→ **Required action**: Locate each line of the material that contains "strong", then return it.

→ **Information supplied**:
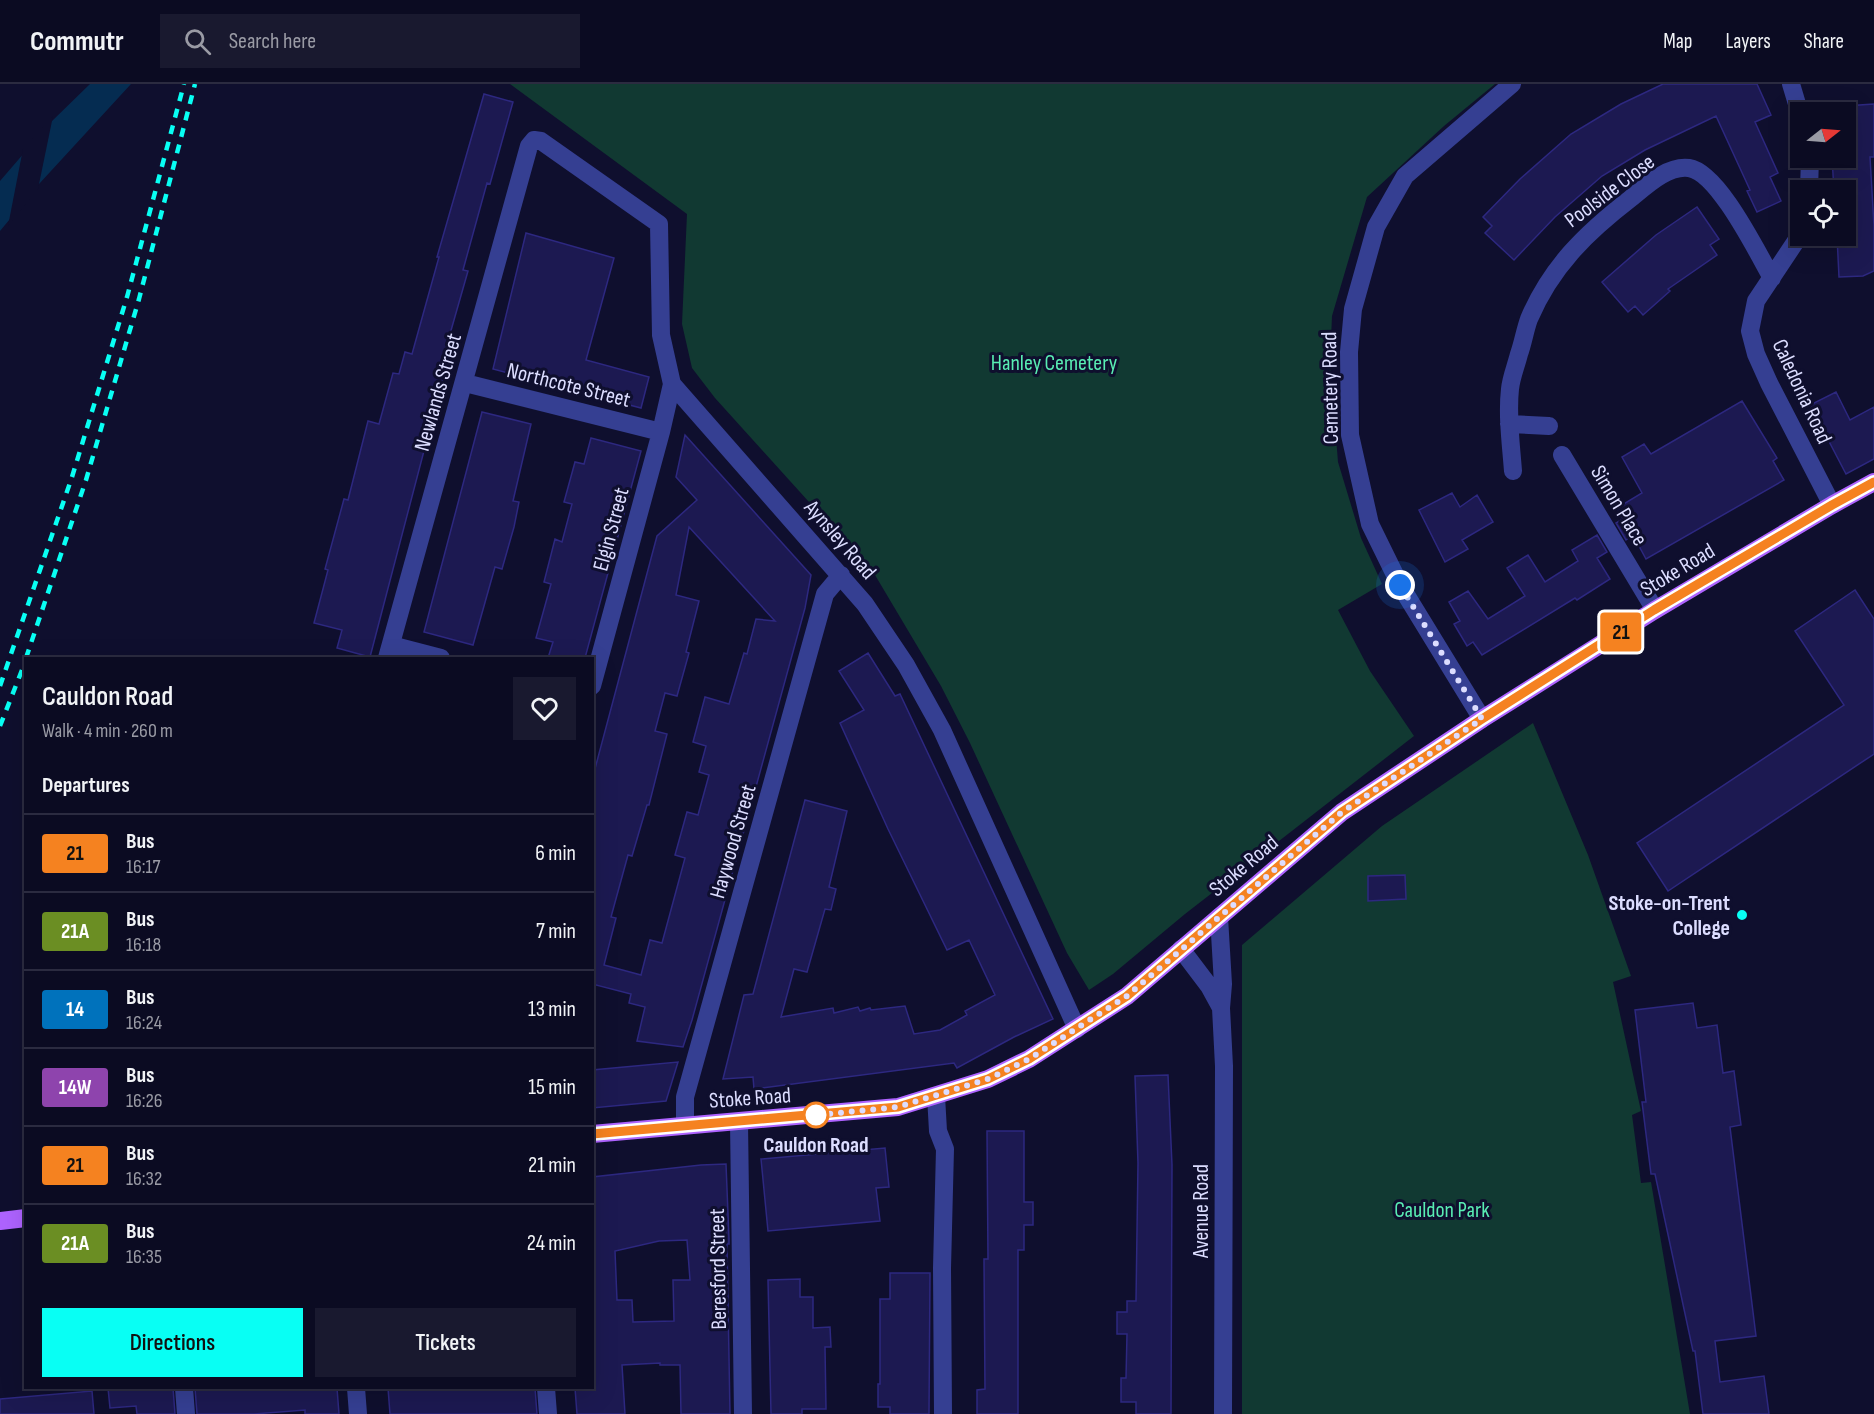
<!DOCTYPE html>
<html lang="en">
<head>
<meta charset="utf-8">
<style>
	body { margin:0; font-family:"Sofia Sans Condensed",sans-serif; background:#19192f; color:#f1f3f6; height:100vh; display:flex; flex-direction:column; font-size:22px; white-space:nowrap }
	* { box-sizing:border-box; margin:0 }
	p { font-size:20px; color:#9a9ba5 }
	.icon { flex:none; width:33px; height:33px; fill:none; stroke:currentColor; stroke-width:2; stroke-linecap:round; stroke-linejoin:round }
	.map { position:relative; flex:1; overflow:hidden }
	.side { position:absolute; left:24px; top:573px; width:570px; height:732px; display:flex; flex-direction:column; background:#0b0b22; border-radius:0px; box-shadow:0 6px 24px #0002,0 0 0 2px #2b2b40 }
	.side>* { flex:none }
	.badge { padding:0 12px; border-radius:4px; font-size:21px; line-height:39px }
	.needle { width:39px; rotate:73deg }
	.tools { position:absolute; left:1790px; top:18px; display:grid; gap:12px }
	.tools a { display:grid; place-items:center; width:66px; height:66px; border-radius:0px; background:#0b0b22; box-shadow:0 6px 24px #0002,0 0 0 2px #2b2b40; font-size:30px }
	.you { position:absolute; width:30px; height:30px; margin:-15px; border:4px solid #fff; border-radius:50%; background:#1a73e8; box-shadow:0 0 0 9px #1a73e833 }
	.map>.badge { position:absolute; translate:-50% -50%; box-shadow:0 0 0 3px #fff }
	h2 { padding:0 18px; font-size:22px; line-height:54px }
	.round { display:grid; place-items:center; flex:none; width:63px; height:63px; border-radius:0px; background:#19192f }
	.headline { display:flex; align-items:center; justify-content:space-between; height:102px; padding:0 18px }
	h1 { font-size:28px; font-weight:600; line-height:45px }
	.action { display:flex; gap:12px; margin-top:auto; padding:12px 18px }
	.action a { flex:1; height:69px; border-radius:0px; background:#08fff4; color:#111; font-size:24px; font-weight:600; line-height:69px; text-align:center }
	.action a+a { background:#19192f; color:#f1f3f6 }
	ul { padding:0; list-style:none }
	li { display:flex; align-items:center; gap:18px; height:78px; padding:0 18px; border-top:2px solid #2b2b40 }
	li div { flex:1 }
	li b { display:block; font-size:22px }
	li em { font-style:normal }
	li .badge { min-width:66px; font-weight:700; text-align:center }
	header { display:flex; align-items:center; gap:36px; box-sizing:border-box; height:84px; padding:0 30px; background:#0b0b22; border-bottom:2px solid #2b2b40 }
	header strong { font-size:28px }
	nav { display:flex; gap:33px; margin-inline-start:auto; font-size:21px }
	.search { width:420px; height:54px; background:#19192f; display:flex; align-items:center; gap:15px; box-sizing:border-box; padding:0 21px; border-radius:0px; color:#9a9ba5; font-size:22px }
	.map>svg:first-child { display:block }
	.green { fill:#113932 }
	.water { fill:#052c51 }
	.pier { fill:#0f0f2e }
	.building { fill:#1c1951; stroke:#2d2880; stroke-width:1.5; fill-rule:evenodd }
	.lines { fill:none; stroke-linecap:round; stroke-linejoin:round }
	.minor { stroke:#353f92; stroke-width:18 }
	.major { stroke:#ae63ff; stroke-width:18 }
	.rail { stroke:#08fff4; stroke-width:4.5; stroke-dasharray:9 8; stroke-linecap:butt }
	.line-casing { stroke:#fff; stroke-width:14 }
	.line { stroke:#f58220; stroke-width:9 }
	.walk { stroke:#dcddff; stroke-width:6; stroke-dasharray:0 10.8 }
	.poi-dot { fill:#08fff4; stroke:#0f0f2e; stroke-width:2 }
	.stop-dot { fill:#fff; stroke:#f58220; stroke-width:3 }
	.labels { text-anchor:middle; stroke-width:6; stroke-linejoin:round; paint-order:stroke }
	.street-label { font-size:22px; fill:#dcddff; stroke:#0f0f2e }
	.park-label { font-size:22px; fill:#59edb3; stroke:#0f0f2e }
	.poi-label { font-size:22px; font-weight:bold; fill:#dcddff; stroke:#0f0f2e; text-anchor:end }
	.stop-label { font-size:22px; font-weight:bold; fill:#dcddff; stroke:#0f0f2e }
</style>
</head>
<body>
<header>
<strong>Commutr</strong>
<div class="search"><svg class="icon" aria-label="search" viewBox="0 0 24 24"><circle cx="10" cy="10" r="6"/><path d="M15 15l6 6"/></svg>Search here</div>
<nav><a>Map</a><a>Layers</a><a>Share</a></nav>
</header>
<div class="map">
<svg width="1874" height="1330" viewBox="0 0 1874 1330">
	<rect width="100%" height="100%" fill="#0f0f2e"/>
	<path class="green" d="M510 0H1495L1444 42 1367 113 1332 232 1330 278 1338 378 1361 454 1382 500 1338 526 1370 587 1414 652 1185 830 1113 890 1089 906 1067 869 970 659 941 602 875 491 715 314 692 284 682 240 687 130Z
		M1533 639 1588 771 1631 892 1613 898 1641 1027 1632 1031 1641 1099 1651 1098 1690 1330H1242V861L1382 742Z"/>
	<path class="water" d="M90 0H131L39 100 0 147V97L50 39Z"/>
	<path class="pier" d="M53 32 38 105 8 142 23 65Z"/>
	<path class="building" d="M1663 0H1757L1771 31 1755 38 1778 89 1770 93 1781 117 1757 128 1747 107 1750 106 1716 32 1645 66 1602 92 1555 133 1514 176 1485 149 1492 142 1483 133 1520 95 1571 50 1621 20Z
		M484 10 513 18 490 100 487 99 463 186 468 187 442 278 447 279 370 573 337 564 342 546 314 539 328 486 325 485 344 415 348 416 368 337 379 340 393 289 399 290 405 268 412 270 439 173H437Z
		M1874 20V73H1870L1874 142V187L1863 192 1839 193 1837 152H1845V106H1834L1832 74H1845V22Z
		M1697 123 1719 155 1710 161 1717 171 1668 205 1670 207 1643 231 1635 222 1628 228 1602 198 1656 151Z
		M526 149 614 174 586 276 649 293 641 324 493 285Z
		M1836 308 1850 336 1874 323V375L1846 390 1810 321Z
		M1742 317 1777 374 1773 377 1784 396 1646 475 1633 451 1626 456 1616 439 1623 435 1617 424 1642 409 1622 373 1644 360 1651 370Z
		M482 328 531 340 513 417 519 418 514 443 502 485 495 483 473 561 424 548Z
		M685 351 811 491 805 524 692 936 683 963 637 957 645 923 629 919 631 910 592 900V696L657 452 697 416 676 393ZM689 443 775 537 756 535 747 570 744 569 729 620 705 613 693 658 706 662 699 688 709 691 698 731 687 728 675 771 685 774 662 859 650 856 641 891 604 881 616 834 611 833 628 771 632 772 647 721H649L667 650 655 647 665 609 677 612 689 569 686 568 699 517 676 511Z
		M591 354 641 367 585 574H548L553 558 536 554 551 500 544 498 555 455 562 458 572 420 564 418 575 378 584 380Z
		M1452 409 1460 423 1477 411 1493 438 1462 456 1468 465 1445 478 1419 426Z
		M1597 451 1607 468 1597 474 1610 495 1577 516 1575 514 1482 571 1473 558 1467 562 1454 540 1460 537 1449 518 1468 507 1488 535 1525 512 1507 484 1528 471 1545 498 1578 477 1572 466Z
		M1855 506 1874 535V670L1668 807 1637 759 1844 621 1795 547Z
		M868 569 895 612 900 610 1053 935 1014 953 957 984 954 979 754 1005 753 993 723 995 744 911 753 910 805 716 847 727 829 803 836 805 831 826 825 825 807 888 794 885 781 933 833 924 834 929 858 923 860 927 870 924 871 926 905 922 914 950 940 946 967 931 965 927 995 911 969 856 947 866 888 745 840 639 864 626 839 587Z
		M1405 791 1406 815 1368 817V792Z
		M1693 919 1697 944 1717 941 1723 989 1734 987 1741 1041 1730 1043 1756 1252 1715 1257 1720 1298 1764 1292 1769 1330H1703L1695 1267H1693L1655 1090H1651L1642 1018H1646L1635 926Z
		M678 978 666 1017 592 1024V986Z
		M1168 991 1172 1081 1171 1330H1136V1318H1121V1294H1126L1127 1250H1117V1228H1127V1217H1136L1138 1079 1135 992Z
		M987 1047H1024V1118H1033V1141H1024V1166H1018V1330H977V1306L985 1305 984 1175H988Z
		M885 1064 889 1103 876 1104 880 1137 768 1147 761 1075Z
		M726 1080 729 1155V1160H727L730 1330H681L680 1281H660V1279L622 1281 625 1330H577L575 1304H592V1198H594L592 1093 701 1081ZM687 1156 690 1196H673L674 1237 633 1238 632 1216H617L615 1167 659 1157Z
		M890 1189H930L929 1330H890V1323H878V1300H880V1215H890Z
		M800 1195V1213H813V1244L830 1243 831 1263H825L826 1325H802V1330H771L768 1196Z
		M108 1304H173L175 1330H137L136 1322 110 1324Z
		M195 1304H337L339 1330H305V1326L254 1330H197Z
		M388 1304H535L537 1330H390Z
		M92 1307 94 1330H0V1315Z"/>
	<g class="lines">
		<path class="minor" d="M1791 0 1800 30
			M1809 106 1810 74
			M1800 151 1756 217 1750 247 1756 270 1769 299 1832 421
			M465 299 661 348
			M1509 340 1549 342
			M1562 371 1655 526
			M1513 387C1511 360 1507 332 1510 305 1511 294 1516 282 1519 270 1523 259 1525 246 1529 235 1551 183 1586 149 1630 115 1645 103 1667 81 1689 84 1718 88 1757 168 1772 194
			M391 561 441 574
			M387 574 529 62 534 56 541 57 659 140 661 251 672 300 865 520 906 581 942 646 1077 945
			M592 602 661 348 672 300
			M1482 635 1400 501 1370 440 1350 351 1349 268 1353 225 1376 143 1405 92 1512 0
			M1219 833 1223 900 1221 924 1224 982 1223 1330
			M1181 865 1209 902 1221 924
			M936 1012 938 1047 945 1065 942 1184 943 1330
			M739 1039 743 1330
			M685 1041V1013L825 510 841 491
			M184 1304 186 1330
			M356 1304 358 1330
			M546 1304 548 1330"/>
		<path class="major" d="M592 1050 898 1023 988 995 1029 975 1127 912 1342 728 1482 635 1655 526 1832 421 1874 398
			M0 1137 26 1134"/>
		<path class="rail" d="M26 574 86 396 139 215 195 0
			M0 602 72 393 127 213 184 0
			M0 642 26 576"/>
	</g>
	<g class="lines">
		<defs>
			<path id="line" d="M592 1050 898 1023 988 995 1029 975 1127 912 1342 728 1482 635 1654 526 1832 421 1874 398"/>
		</defs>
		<use href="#line" class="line-casing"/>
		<use href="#line" class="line"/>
		<path class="walk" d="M816 1031 807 1032 898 1023 988 995 1029 975 1127 912 1342 728 1482 635 1400 501"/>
	</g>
	<circle class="poi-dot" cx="1742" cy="831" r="6"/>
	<circle class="stop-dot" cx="816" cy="1031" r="12"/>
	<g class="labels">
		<g class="street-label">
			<text transform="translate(1609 106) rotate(-37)" y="8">Poolside Close</text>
			<text transform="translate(569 300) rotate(14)" y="8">Northcote Street</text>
			<text transform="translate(1329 304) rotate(-91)" y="8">Cemetery Road</text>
			<text transform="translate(1803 307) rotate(65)" y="8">Caledonia Road</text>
			<text transform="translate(437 308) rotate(-74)" y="8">Newlands Street</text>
			<text transform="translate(1620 421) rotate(59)" y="8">Simon Place</text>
			<text transform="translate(610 445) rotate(-75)" y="8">Elgin Street</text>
			<text transform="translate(841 455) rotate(49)" y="8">Aynsley Road</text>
			<text transform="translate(1677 485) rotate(-31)" y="8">Stoke Road</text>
			<text transform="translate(732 757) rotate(-74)" y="8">Haywood Street</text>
			<text transform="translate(1243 781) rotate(-40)" y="8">Stoke Road</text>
			<text transform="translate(750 1013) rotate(-4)" y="8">Stoke Road</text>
			<text transform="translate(1200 1127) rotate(-90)" y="8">Avenue Road</text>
			<text transform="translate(717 1185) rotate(-91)" y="8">Beresford Street</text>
		</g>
		<g class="park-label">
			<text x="1054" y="286">Hanley Cemetery</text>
			<text x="1442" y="1133">Cauldon Park</text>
		</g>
		<g class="poi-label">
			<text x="1730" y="826">Stoke-on-Trent<tspan x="1730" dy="25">College</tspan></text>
		</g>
		<g class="stop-label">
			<text x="816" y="1068">Cauldon Road</text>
		</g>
	</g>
</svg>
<div class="tools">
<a><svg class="needle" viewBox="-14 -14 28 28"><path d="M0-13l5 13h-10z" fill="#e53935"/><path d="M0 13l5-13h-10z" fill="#9a9ba5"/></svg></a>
<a><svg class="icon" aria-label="locate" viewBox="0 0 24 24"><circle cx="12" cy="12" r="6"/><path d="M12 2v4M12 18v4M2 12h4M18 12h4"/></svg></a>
</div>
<div class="you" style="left:1400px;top:501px"></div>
<b class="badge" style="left:1621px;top:548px;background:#f58220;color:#111">21</b>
<section class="side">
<div class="headline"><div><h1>Cauldon Road</h1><p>Walk · 4 min · 260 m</p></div><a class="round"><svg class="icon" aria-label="heart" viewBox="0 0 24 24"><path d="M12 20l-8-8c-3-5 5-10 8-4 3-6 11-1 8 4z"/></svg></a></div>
<h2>Departures</h2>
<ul>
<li><span class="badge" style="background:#f58220;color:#111">21</span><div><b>Bus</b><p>16:17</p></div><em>6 min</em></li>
<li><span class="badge" style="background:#6b8e23;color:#fff">21A</span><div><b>Bus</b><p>16:18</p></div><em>7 min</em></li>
<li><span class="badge" style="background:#0072bc;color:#fff">14</span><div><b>Bus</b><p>16:24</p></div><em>13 min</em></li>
<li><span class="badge" style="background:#8e44ad;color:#fff">14W</span><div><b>Bus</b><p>16:26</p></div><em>15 min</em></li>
<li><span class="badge" style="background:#f58220;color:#111">21</span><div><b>Bus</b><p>16:32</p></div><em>21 min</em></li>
<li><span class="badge" style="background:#6b8e23;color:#fff">21A</span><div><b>Bus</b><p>16:35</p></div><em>24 min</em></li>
</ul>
<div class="action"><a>Directions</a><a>Tickets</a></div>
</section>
</div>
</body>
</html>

→ **Solved problem**:
	header strong { font-size:28px }
<strong>Commutr</strong>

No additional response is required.